По сути, в декабре 1936 годы было декларировано национальное примирение. Да, самим Сталиным «кулацкая угроза» весной 1937 года не озвучивалась и, видимо, для него не стояла так остро. На пленуме он о ней не говорил, а, рассуждая о классовой борьбе, говорил о вредителях с партбилетом в кармане.
«Не может быть сомнений — для сталинского руководства Приказ № 000447 — поворот в политике… Зачем возвращать гражданские права и разрешать покидать ссылку тем, кого ты собираешься уничтожить? Совершенно очевидно, что еще весной 1937 года никакая массовая операция не планировалась. Кроме того, весь пафос выступления Ежова на пленуме в том, что период массовых операций закончился, и настало время агентурной работы.
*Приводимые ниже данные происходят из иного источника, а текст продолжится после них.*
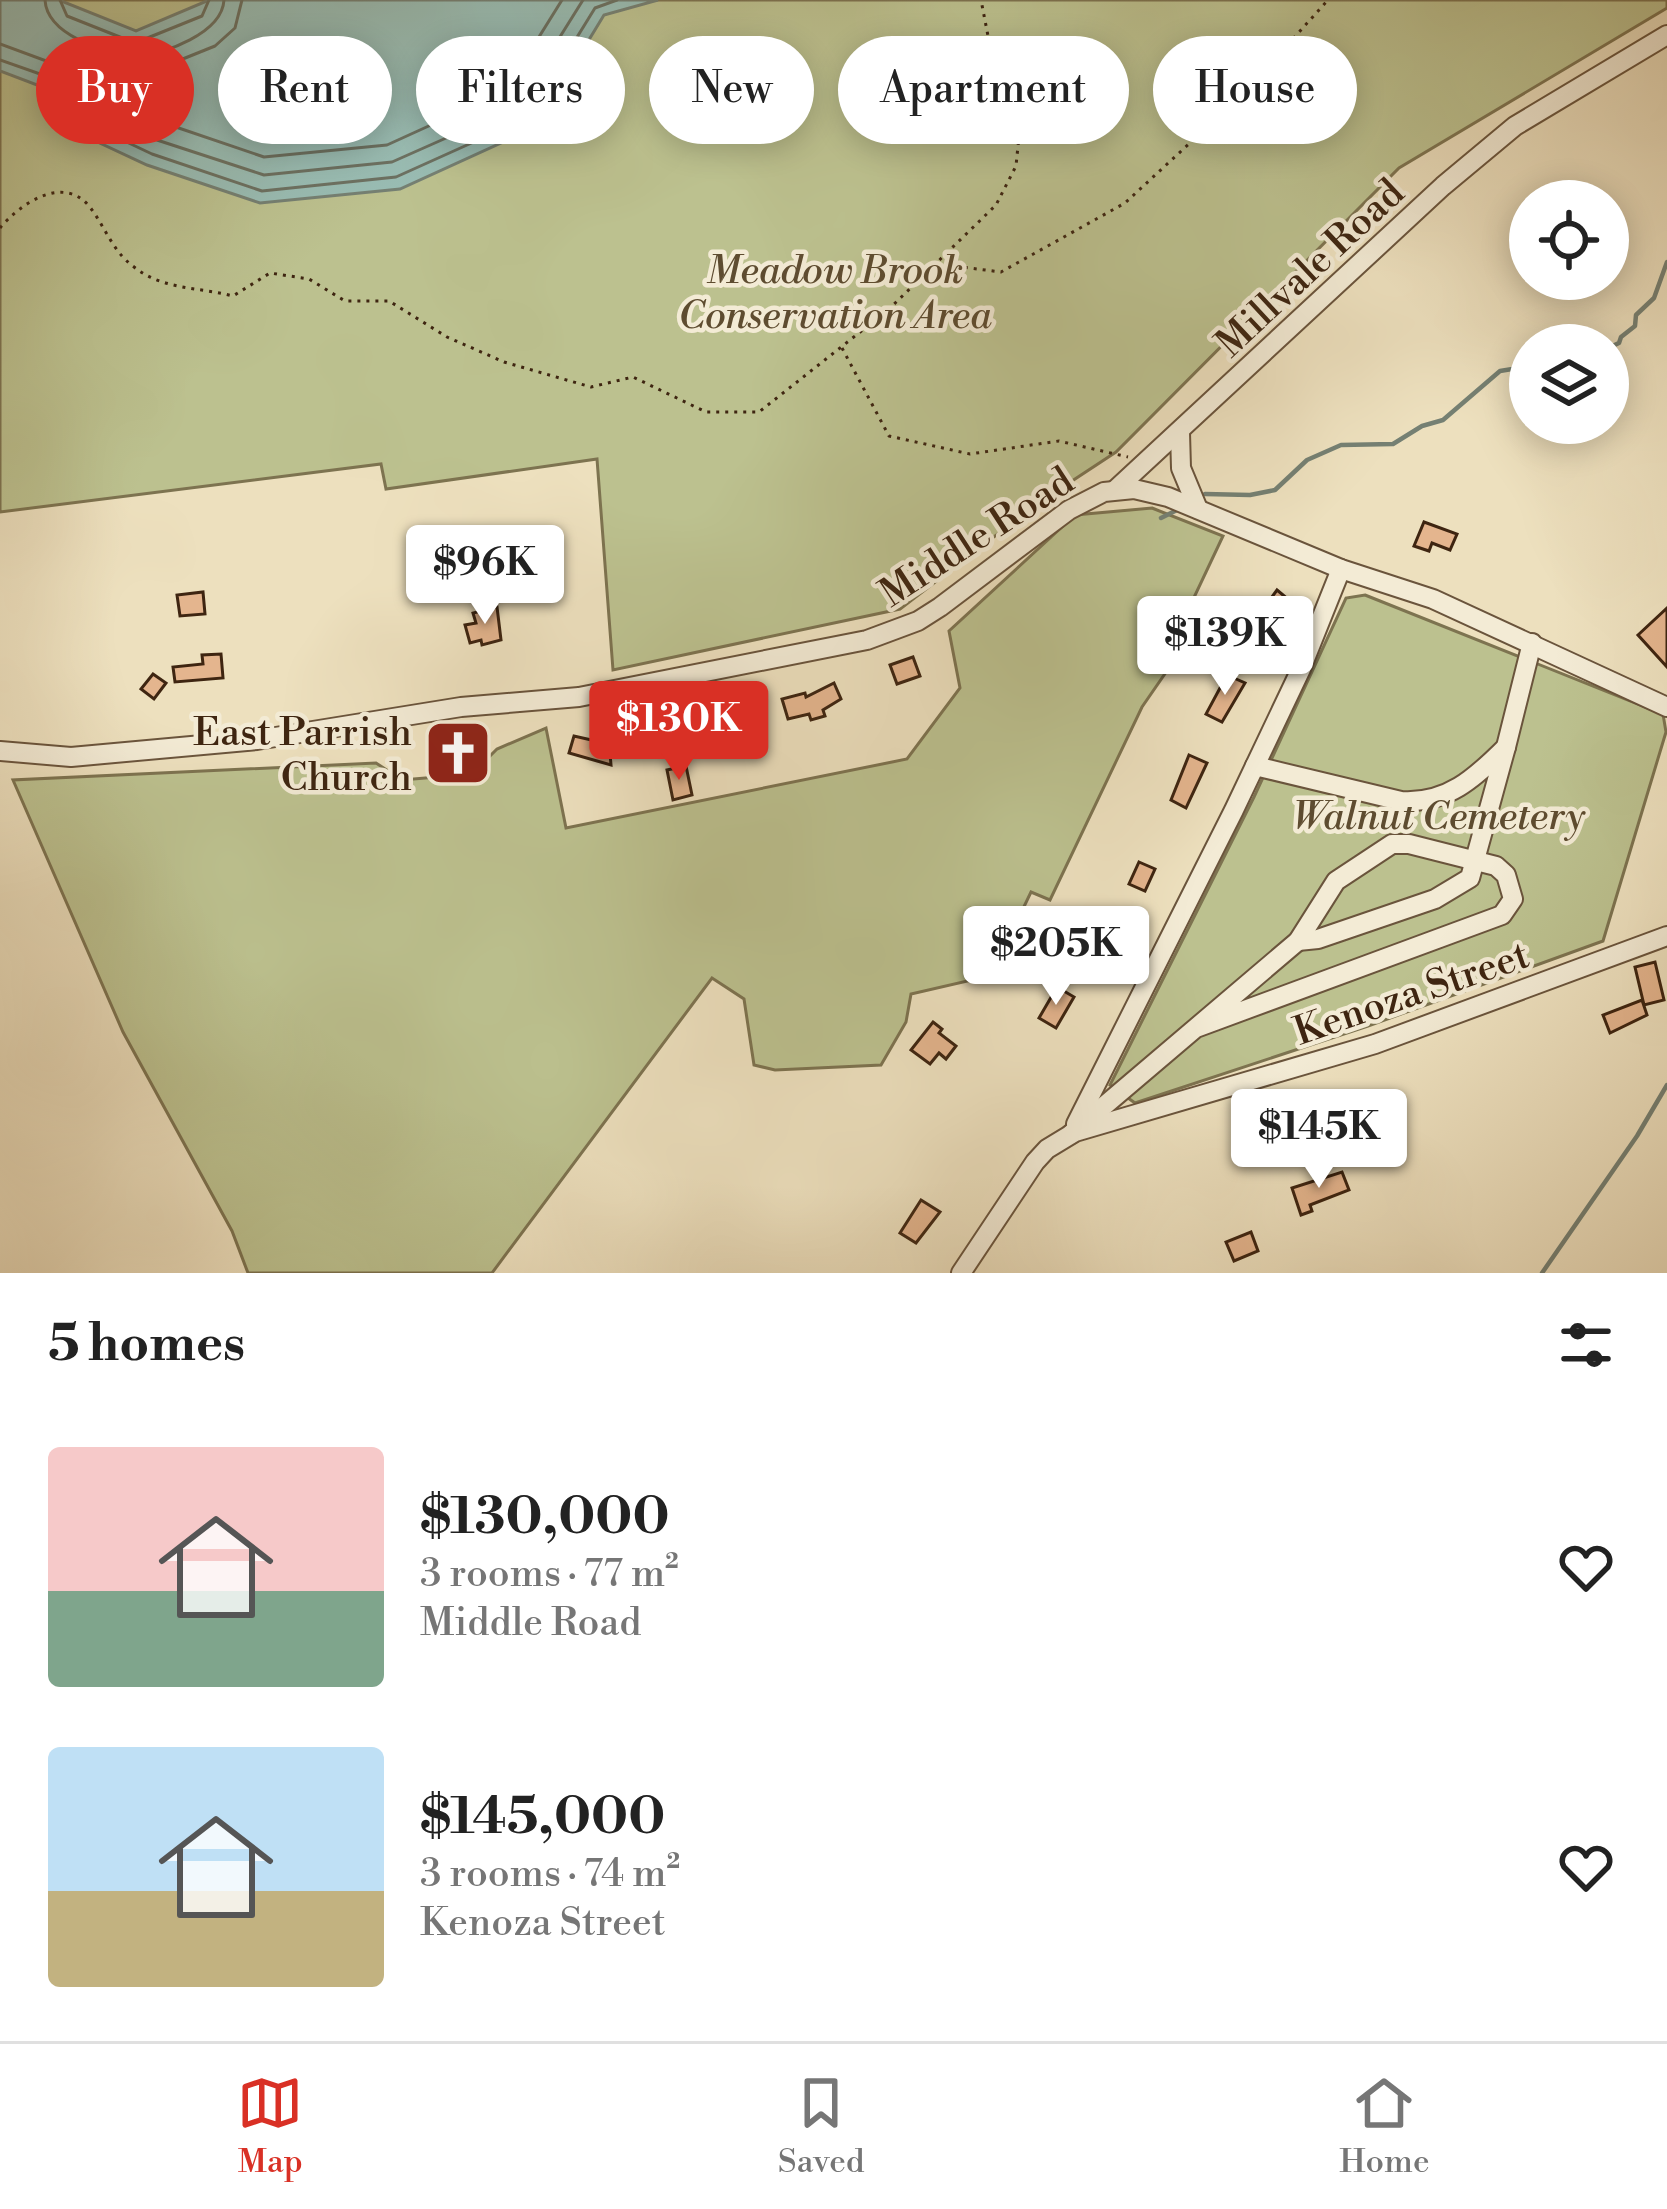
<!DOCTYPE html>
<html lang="en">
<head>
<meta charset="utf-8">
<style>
  body { margin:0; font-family:"Libre Bodoni",serif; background:#f6f6f6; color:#222; height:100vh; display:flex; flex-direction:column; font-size:45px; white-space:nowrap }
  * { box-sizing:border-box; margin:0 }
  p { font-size:39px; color:#767676 }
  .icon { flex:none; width:66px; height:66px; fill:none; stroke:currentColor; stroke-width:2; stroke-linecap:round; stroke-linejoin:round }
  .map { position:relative; height:1273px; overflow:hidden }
  .side { display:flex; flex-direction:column; background:#fff; flex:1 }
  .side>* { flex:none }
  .hud { position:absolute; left:36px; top:36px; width:1596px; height:108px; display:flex; gap:24px }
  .tools { position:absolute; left:1509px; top:180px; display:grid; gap:24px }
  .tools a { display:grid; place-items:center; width:120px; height:120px; border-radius:50%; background:#fff; box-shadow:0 6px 30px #0003; font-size:60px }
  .price { position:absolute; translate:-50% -102px; padding:0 27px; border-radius:12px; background:#fff; color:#222; font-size:39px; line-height:78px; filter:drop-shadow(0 3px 6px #0008) }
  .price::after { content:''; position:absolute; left:50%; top:72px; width:36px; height:27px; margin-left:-18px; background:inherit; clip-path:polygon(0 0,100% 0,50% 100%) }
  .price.on { background:#d93025; color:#fff }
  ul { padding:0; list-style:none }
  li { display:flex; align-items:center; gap:36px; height:300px; padding:0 48px }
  li span { display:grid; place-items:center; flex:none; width:336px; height:240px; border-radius:12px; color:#555 }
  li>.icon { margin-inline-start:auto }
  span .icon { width:144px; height:144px; fill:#fffc; stroke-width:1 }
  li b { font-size:51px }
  h2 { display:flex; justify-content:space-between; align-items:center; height:144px; padding:0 48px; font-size:51px }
  .tag { padding:0 42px; border-radius:54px; background:#fff; box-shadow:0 6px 30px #0003; font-size:42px; line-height:108px }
  .tag.on { background:#d93025; color:#fff }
  .tabs { display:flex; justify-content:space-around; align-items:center; height:168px; border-top:3px solid #e0e0e0; background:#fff; font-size:33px; color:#767676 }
  .tabs a { display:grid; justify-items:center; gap:6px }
  .tabs .on { color:#d93025 }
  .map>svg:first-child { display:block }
  .green { fill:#bcc18f; stroke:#7d7350; stroke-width:3 }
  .water { fill:#99bdb4; stroke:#758073; stroke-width:3 }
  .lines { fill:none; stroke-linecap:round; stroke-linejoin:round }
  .shore { stroke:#6c7162; stroke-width:3 }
  .stream { stroke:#758073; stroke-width:4.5 }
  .building { fill:#e4b58e; stroke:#3e2511; stroke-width:3 }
  .minor-casing { stroke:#6a543c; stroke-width:22 }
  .path { stroke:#3e2511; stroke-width:3; stroke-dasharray:3 6; stroke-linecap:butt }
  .minor { stroke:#f3ebd5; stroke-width:18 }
  .labels { text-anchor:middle; stroke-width:9; stroke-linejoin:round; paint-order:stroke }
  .street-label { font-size:39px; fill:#3e2511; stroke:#f3ebd5 }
  .park-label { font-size:39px; font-style:italic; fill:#5e4c30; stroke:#f3ebd5 }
  .poi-label { font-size:39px; fill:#3e2511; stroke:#f3ebd5; text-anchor:end }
</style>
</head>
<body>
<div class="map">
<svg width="1667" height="1273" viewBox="0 0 1667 1273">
  <rect width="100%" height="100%" fill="#ede0be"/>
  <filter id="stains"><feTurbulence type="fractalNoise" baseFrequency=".00167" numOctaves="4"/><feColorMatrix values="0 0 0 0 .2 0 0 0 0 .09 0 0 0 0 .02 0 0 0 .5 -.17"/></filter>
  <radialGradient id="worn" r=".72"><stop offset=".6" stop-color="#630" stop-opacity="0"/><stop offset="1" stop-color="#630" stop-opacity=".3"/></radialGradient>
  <g class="green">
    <polygon points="0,0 1667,0 1667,8 1399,168 1116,452 1034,506 900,609 613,670 597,459 386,489 381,464 0,512"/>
    <polygon points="1152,508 1223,536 1189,608 1191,636 1142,707 1050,900 1031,892 1021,913 972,980 911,994 906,1022 881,1065 775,1070 754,1065 744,999 712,978 492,1273 248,1273 232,1231 123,1032 13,780 376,763 402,780 472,774 497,749 546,728 566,828 907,759 960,688 949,631 1075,515"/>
    <polygon points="1365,595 1663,714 1666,732 1603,941 1368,1026 1135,1103 1110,1085 1254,797 1346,598"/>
  </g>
  <polygon class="water" points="0,0 59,0 136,31 209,0 658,0 604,15 559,89 514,137 400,189 260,203 147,165 87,137 67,118 53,91 0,71"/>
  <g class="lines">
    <g class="shore">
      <path d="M45 0C47 36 104 51 134 58 165 53 222 34 224 0"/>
      <polyline points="60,0 67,16 135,43 202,16 209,0"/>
      <polyline points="242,0 235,28 215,46 143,75 98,66 94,73 113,100 164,123 264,157 387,145 488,99 524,61 562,0"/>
      <polyline points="0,44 68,69 89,102 103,115 157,140 264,175 392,162 498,115 538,72 583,0"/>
      <polyline points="0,60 60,81 77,111 95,127 152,154 262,191 396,177 507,127 550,81 595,8 617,0"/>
    </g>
    <g class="stream">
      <polyline points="1588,345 1591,345"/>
      <polyline points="1608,348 1619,343 1621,337 1635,326 1636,315 1654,298 1667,262"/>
      <polyline points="1205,494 1250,495 1275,490 1307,460 1341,445 1393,444 1422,426 1443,420 1500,371 1530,366"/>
      <polyline points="1161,518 1177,510"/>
      <polyline points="1542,1273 1637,1136 1667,1085"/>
    </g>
  </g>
  <g class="building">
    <polygon points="1424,522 1457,534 1450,550 1432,543 1429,551 1414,546"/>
    <polygon points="1277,590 1289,600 1270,627 1256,619"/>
    <polygon points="203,592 205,614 180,616 177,595"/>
    <polygon points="497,607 501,640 482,645 481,640 470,643 465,625 476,623 473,613"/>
    <polygon points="1667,608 1667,667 1638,635"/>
    <polygon points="221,654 223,678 175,682 173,667 203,664 202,655"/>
    <polygon points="913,657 920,676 897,684 890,665"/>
    <polygon points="153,674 166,683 154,699 141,689"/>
    <polygon points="1227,675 1245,683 1222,722 1206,714"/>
    <polygon points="834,683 841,699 823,710 825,716 811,720 809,714 788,719 782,699 805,693 806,697"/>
    <polygon points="723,712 725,727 709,730 710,735 688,739 684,719"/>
    <polygon points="619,732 620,740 631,738 633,749 610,753 611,765 569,753 574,736 596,741 595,734"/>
    <polygon points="473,733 475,764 445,767 442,736"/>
    <polygon points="1189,755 1207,763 1186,808 1171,800"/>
    <polygon points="686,766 692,795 673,800 667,770"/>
    <polygon points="1139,862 1155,869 1145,891 1129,884"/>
    <polygon points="1655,962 1664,1000 1644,1005 1635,967"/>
    <polygon points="1057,987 1074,997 1056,1028 1039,1018"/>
    <polygon points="1642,1000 1647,1015 1610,1033 1603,1015"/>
    <polygon points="933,1022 942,1029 939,1033 956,1046 946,1059 939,1053 930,1064 911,1050"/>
    <polygon points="1342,1172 1349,1190 1310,1205 1312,1211 1301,1215 1292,1188"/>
    <polygon points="921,1200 940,1212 916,1243 900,1233"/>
    <polygon points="1251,1232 1258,1251 1234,1261 1226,1242"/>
  </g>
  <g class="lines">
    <g class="minor-casing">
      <g id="minor">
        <polyline points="1180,433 1181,468 1198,509"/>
        <polyline points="1115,490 1443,186 1515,126 1667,35"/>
        <polyline points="1506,747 1532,643"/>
        <polyline points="0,751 71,757 257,740 461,707 579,697 867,640 918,621 940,607 1069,510 1104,492 1134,489 1168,497 1341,569 1433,599 1667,707"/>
        <path d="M1255 766 1401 801C1447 804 1475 778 1506 747L1470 878 1435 899 1318 939 1298 941"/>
        <polyline points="1076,1124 1234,810 1301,669 1341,569"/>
        <polyline points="1071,1134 1298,941 1336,881 1392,844 1409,844 1496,866 1506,875 1513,899 1502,915 1196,1028"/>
        <polyline points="961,1273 1035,1162 1047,1149 1075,1132 1375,1044 1667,936"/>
      </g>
    </g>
    <g class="path">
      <path d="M0 228C19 205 62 174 89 206 105 226 112 251 134 267 163 290 199 287 233 296L270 273 309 279 345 301H389L447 337 504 362 591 387 633 377 706 412H759L888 310 996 205 1016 166 1021 116 990 46 981 0"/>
      <polyline points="938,264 1001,272 1125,203 1245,92 1328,0"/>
      <polyline points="842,348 889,436 970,454 1059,441 1128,457"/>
    </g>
    <use href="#minor" class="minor"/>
  </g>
  <defs>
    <g id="church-square" transform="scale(3.45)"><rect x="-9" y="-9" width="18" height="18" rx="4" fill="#8f2418" stroke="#f3ebd5"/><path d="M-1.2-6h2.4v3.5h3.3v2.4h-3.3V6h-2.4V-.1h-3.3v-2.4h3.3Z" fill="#fff"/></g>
  </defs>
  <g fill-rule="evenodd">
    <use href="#church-square" x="458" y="753"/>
  </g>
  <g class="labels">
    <g class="street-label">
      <text transform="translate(1309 267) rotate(-43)" y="14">Millvale Road</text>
      <text transform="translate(976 536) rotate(-33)" y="14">Middle Road</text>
      <text transform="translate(1411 992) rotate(-19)" y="14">Kenoza Street</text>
    </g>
    <g class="park-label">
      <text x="835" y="283">Meadow Brook<tspan x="835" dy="45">Conservation Area</tspan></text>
      <text x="1439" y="829">Walnut Cemetery</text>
    </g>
    <g class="poi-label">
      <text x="412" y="745">East Parrish<tspan x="412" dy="45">Church</tspan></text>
    </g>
  </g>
  <rect width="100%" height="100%" filter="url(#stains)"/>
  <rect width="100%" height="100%" fill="url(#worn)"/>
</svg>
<div class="tools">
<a><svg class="icon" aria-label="locate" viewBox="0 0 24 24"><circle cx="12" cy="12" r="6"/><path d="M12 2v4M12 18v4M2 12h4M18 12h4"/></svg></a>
<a><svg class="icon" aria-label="layers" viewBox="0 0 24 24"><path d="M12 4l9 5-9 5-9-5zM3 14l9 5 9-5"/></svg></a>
</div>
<b class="price" style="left:485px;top:627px">$96K</b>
<b class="price" style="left:1225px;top:698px">$139K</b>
<b class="price on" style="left:679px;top:783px">$130K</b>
<b class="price" style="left:1056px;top:1008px">$205K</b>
<b class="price" style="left:1319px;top:1191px">$145K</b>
<div class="hud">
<a class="tag on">Buy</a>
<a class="tag">Rent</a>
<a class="tag">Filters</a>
<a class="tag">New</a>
<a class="tag">Apartment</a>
<a class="tag">House</a>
</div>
</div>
<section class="side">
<h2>5 homes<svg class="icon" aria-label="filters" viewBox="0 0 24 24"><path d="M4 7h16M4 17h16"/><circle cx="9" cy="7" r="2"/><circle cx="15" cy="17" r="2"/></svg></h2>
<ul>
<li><span style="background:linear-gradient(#f6c9c9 60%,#7fa58c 0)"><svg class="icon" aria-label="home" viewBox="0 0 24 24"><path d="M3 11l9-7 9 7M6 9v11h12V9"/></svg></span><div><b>$130,000</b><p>3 rooms · 77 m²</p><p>Middle Road</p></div><svg class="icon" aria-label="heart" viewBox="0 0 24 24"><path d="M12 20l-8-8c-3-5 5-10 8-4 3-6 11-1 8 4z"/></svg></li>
<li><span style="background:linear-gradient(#bfe0f5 60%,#c2b280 0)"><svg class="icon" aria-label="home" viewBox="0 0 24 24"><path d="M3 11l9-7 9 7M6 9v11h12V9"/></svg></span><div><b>$145,000</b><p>3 rooms · 74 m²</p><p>Kenoza Street</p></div><svg class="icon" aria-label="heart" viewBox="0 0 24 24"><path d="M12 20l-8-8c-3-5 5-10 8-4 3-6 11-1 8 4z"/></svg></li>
</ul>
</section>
<nav class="tabs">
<a class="on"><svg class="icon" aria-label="map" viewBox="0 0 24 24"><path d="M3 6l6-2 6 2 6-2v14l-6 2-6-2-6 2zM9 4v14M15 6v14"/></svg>Map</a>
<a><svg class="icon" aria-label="saved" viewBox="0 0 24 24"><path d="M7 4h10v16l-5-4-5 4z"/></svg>Saved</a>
<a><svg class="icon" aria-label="home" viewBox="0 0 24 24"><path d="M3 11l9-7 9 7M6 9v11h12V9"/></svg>Home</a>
</nav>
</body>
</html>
Через пять месяцев же начнется, чуть ли не самая грандиозная «массовая операция» в СССР. Очевидно, что еще в марте Ежов о ней ничего не знает!» Кто тогда был инициатором массовых операций?
28 июня 1937 года Политбюро приняло знаменитое решение «О вскрытой в Зап. Сибири к.-р. повстанческой организации среди высланных кулаков.
Считать необходимым в отношении всех активистов повстанческой организации среди высланных кулаков применять высшую меру наказания.
Для ускоренного рассмотрения дел создать тройку в составе Нач. УНКВД по Зап. Сибири т. Миронова (председатель), прокурора по Зап. Сибири т. Бракова и секретаря Запсибир-крайкома т. Эйхе».
Это была первая тройка 1937 года в стране. Во главе тройки Р.И.Эйхе и «северокавказец» С.Н. Миронов. Выше уже упоминался этот активный «борец с контрреволюцией». Через несколько недель его «прогрессивный опыт» распространят всюду. По крайней мере, именно его регион был застрельщиком в этом начинании.
3 июля 1937 года Сталин направил в регионы секретную телеграмму: «ЦК ВКП(б) предлагает всем секретарям областных и краевых организаций и всем областным, краевым и республиканским представителям НКВД взять на учет всех возвратившихся на родину кулаков и уголовников с тем, чтобы наиболее враждебные из них были немедленно арестованы (выделено мной. — Л. Н.) и были расстреляны в порядке административного проведения их дел через тройки, а остальные, менее активные, но все же враждебные элементы были бы переписаны и высланы в районы по указанию НКВД».
Однако, насколько реальна эта угроза? Не сфабрикована ли эта повстанческая организация в Западной Сибири? И главное — а что происходит в это время в других регионах? Мы имеем информацию только о побеге с мест расселения и возвращении в родные месте. И вдруг власть начинает вести себя так, как будто кулаки подняли вооруженное восстание, перебили охрану и начали разбегаться из лагерей и поселков для спецпоселенцев. Как будто по всей стране действуют тысячи партизанских отрядов. Взрывают мосты, нападают на коммунистов и милиционеров, жгут сельские советы. Требуются чрезвычайные меры для противодействия возникшей угрозе. Самых активных (у кого кровь на руках) расстрелять без суда («по законам военного времени»), остальных посадить с таким сроком, чтобы не вернулись. Но ведь ничего этого не было, документы сообщают только об их возвращении в родные места без спроса и требований вернуть дом и скот. Иными словами, реальная угроза была преувеличена властью во много раз, наносили превентивный удар «по контрреволюции». Но важно понять, что в ходе этого «удара по классовому врагу» начала меняться роль НКВД, руководители которого стали выходить из-под партийного контроля.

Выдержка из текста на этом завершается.